14 Checksum
You read a file from a remote server. It arrives intact -- or does it? Bits can flip in memory, on disk, or in transit. A single corrupted byte in a database record can cascade into application-level bugs that are incredibly hard to diagnose. How do you know the data you received is the data that was sent?
Background
In a distributed system, data moves constantly -- between disks, across networks, through memory. At every step, corruption is possible:
- Disk degradation -- sectors go bad silently (this is called "bit rot")
- Network errors -- packets can arrive corrupted despite TCP checksums (which only cover headers)
- Memory faults -- cosmic rays and hardware defects can flip individual bits
- Software bugs -- serialization errors, truncated writes, race conditions
The insidious part: most of these corruptions are silent. The system doesn't crash -- it just returns wrong data. Without explicit verification, you might never know.
Definition
Compute a checksum (a fixed-size fingerprint) of the data and store it alongside the data. When the data is read, recompute the checksum and compare. If they don't match, the data is corrupt.
How it works
- On write: Compute a hash of the data using a function like MD5, SHA-1, SHA-256, or CRC32. Store the resulting checksum alongside the data.
- On read: Retrieve both the data and the stored checksum. Recompute the checksum from the data. If the computed checksum matches the stored one, the data is intact. If not, the data is corrupt.
- On corruption detection: Retrieve the data from another replica, log the corruption event, and potentially mark the corrupted copy for repair.
| Hash function | Speed | Collision resistance | Typical use |
|---|---|---|---|
| CRC32 | Very fast | Low | Network packets, quick integrity checks |
| MD5 | Fast | Medium (broken for cryptography, fine for integrity) | Data distribution (Dynamo key hashing) |
| SHA-256 | Moderate | High | When stronger guarantees are needed |
For data integrity, you don't need cryptographic strength -- you just need collision resistance against accidental corruption, not adversarial attacks. CRC32 is often sufficient and much faster. Use stronger hashes (SHA-256) when you need to detect intentional tampering.
Where checksums live in a system
Checksums operate at multiple layers, and distributed systems often stack them:
- Per-block/chunk checksums: GFS and HDFS compute checksums for each 64KB block within a chunk. This lets them pinpoint which part of a large file is corrupt without re-reading everything.

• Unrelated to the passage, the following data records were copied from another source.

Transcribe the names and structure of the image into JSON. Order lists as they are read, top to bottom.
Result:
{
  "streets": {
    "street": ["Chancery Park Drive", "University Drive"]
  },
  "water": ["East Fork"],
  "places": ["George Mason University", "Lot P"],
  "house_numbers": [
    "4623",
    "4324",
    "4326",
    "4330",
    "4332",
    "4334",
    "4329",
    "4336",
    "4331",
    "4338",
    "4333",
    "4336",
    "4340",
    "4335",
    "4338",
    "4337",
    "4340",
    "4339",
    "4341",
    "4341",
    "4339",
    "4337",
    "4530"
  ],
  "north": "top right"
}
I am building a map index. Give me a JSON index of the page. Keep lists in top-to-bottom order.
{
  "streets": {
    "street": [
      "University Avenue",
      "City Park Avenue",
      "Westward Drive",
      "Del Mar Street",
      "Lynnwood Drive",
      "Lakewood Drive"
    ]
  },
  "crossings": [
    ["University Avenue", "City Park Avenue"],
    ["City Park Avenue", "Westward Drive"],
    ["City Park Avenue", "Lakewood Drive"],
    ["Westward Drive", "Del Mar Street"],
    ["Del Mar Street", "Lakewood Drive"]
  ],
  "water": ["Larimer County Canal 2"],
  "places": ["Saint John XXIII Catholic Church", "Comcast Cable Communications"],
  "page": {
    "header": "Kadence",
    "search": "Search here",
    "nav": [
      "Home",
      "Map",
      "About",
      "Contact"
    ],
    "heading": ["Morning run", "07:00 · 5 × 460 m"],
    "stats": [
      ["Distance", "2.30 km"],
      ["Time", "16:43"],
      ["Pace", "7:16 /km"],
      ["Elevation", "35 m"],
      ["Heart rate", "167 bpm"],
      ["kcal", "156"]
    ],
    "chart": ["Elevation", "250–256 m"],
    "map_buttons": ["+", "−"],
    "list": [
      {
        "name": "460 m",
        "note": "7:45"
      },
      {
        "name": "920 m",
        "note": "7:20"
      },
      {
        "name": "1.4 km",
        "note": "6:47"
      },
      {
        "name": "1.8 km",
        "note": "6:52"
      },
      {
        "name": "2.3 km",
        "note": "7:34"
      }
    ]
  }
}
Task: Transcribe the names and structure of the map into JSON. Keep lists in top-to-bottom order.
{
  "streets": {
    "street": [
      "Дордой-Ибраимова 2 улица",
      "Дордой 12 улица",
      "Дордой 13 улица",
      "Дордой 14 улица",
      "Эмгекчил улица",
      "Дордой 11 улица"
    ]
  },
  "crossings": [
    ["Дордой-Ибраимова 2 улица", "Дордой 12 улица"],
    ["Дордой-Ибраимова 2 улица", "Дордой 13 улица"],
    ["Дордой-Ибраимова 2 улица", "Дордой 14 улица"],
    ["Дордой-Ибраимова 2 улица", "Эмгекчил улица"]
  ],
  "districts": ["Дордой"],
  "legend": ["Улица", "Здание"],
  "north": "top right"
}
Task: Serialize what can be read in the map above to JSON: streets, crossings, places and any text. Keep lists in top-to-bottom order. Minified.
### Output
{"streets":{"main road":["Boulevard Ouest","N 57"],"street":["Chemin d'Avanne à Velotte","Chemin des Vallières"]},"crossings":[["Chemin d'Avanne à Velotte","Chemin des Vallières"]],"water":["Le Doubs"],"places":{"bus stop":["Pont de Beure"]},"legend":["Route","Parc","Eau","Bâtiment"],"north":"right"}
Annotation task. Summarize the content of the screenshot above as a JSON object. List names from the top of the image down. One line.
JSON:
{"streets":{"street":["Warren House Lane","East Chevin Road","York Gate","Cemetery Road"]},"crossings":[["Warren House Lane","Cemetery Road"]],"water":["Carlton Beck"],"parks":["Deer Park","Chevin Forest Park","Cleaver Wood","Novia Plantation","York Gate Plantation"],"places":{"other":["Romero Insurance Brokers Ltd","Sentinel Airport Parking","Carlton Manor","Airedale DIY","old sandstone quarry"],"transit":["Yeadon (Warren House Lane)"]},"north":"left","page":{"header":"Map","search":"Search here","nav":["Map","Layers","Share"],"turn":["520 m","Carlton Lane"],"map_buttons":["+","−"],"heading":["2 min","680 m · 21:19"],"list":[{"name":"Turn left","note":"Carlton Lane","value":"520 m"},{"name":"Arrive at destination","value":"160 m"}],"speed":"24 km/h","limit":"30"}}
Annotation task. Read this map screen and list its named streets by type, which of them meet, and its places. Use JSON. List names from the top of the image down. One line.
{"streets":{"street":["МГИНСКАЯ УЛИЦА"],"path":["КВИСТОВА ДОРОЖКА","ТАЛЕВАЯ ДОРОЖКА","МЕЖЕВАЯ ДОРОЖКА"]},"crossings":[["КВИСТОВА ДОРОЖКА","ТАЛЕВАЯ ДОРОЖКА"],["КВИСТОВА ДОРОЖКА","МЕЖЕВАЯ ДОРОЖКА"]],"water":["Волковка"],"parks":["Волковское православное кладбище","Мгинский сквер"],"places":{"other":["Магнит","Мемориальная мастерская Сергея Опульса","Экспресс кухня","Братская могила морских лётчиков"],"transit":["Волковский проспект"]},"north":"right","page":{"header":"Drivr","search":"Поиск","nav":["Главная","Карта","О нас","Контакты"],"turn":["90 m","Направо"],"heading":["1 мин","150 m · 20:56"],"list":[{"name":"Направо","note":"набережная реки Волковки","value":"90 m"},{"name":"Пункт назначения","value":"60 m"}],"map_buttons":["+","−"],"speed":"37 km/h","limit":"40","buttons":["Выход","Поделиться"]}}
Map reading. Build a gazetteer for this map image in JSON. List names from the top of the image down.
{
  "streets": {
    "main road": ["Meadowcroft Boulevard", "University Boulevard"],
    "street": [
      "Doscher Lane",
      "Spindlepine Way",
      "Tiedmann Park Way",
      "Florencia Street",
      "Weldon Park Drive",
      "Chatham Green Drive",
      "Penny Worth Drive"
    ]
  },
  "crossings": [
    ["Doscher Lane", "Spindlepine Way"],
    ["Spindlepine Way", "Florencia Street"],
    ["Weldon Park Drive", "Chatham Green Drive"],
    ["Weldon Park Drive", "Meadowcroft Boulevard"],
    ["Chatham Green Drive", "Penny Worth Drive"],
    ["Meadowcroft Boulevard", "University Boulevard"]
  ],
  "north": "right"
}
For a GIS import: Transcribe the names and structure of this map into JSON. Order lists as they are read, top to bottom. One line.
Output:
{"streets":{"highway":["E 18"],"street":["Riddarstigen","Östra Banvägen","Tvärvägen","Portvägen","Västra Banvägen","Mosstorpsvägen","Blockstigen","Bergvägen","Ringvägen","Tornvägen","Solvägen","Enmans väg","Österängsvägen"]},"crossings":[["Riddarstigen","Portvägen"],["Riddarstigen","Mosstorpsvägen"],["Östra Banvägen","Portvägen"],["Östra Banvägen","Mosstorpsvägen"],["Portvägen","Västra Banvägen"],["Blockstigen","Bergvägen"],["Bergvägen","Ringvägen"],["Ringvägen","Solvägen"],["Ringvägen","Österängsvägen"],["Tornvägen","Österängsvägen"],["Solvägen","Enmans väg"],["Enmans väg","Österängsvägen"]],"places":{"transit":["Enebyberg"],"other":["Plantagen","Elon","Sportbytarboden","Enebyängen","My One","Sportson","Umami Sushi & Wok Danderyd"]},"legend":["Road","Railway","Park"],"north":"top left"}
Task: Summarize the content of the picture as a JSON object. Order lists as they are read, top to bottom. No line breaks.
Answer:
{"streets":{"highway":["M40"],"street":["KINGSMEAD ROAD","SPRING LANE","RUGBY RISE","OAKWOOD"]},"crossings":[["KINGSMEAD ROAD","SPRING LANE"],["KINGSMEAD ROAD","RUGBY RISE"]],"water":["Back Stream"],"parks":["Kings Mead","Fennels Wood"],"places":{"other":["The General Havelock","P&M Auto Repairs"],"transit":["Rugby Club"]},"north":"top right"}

- Per-file checksums: The entire file's content is hashed and stored as metadata.
- Per-message checksums: Kafka includes a CRC in each message record so consumers can verify data integrity end-to-end.
- Per-SSTable checksums: BigTable and Cassandra compute checksums for SSTable blocks.
Examples
HDFS
HDFS computes checksums for every 512 bytes of data (configurable) and stores them in a separate hidden file. When a client reads data, it verifies the checksums. If corruption is detected, the client reports it to the NameNode and reads from another replica. The NameNode then schedules re-replication of the corrupted block.
GFS
ChunkServers verify checksums during reads. Each 64KB block within a 64MB chunk has a 32-bit checksum. Checksums are kept in memory and persisted in logs. For idle chunks, the master runs background "patrol reads" to detect corruption proactively.
Kafka
Each message in Kafka includes a CRC32 checksum. Brokers verify checksums on receipt. Consumers verify again on read. This end-to-end checking catches corruption at any point in the pipeline.
Chubby
Chubby stores checksums with each file to verify integrity of the small metadata objects it manages.
Checksums are the answer to any interview question about "How do you ensure data integrity?" The key insight to show: checksums alone detect corruption, but you need replication to recover from it. The two patterns work together -- checksums tell you which copy is bad, replication gives you a good copy to fall back on.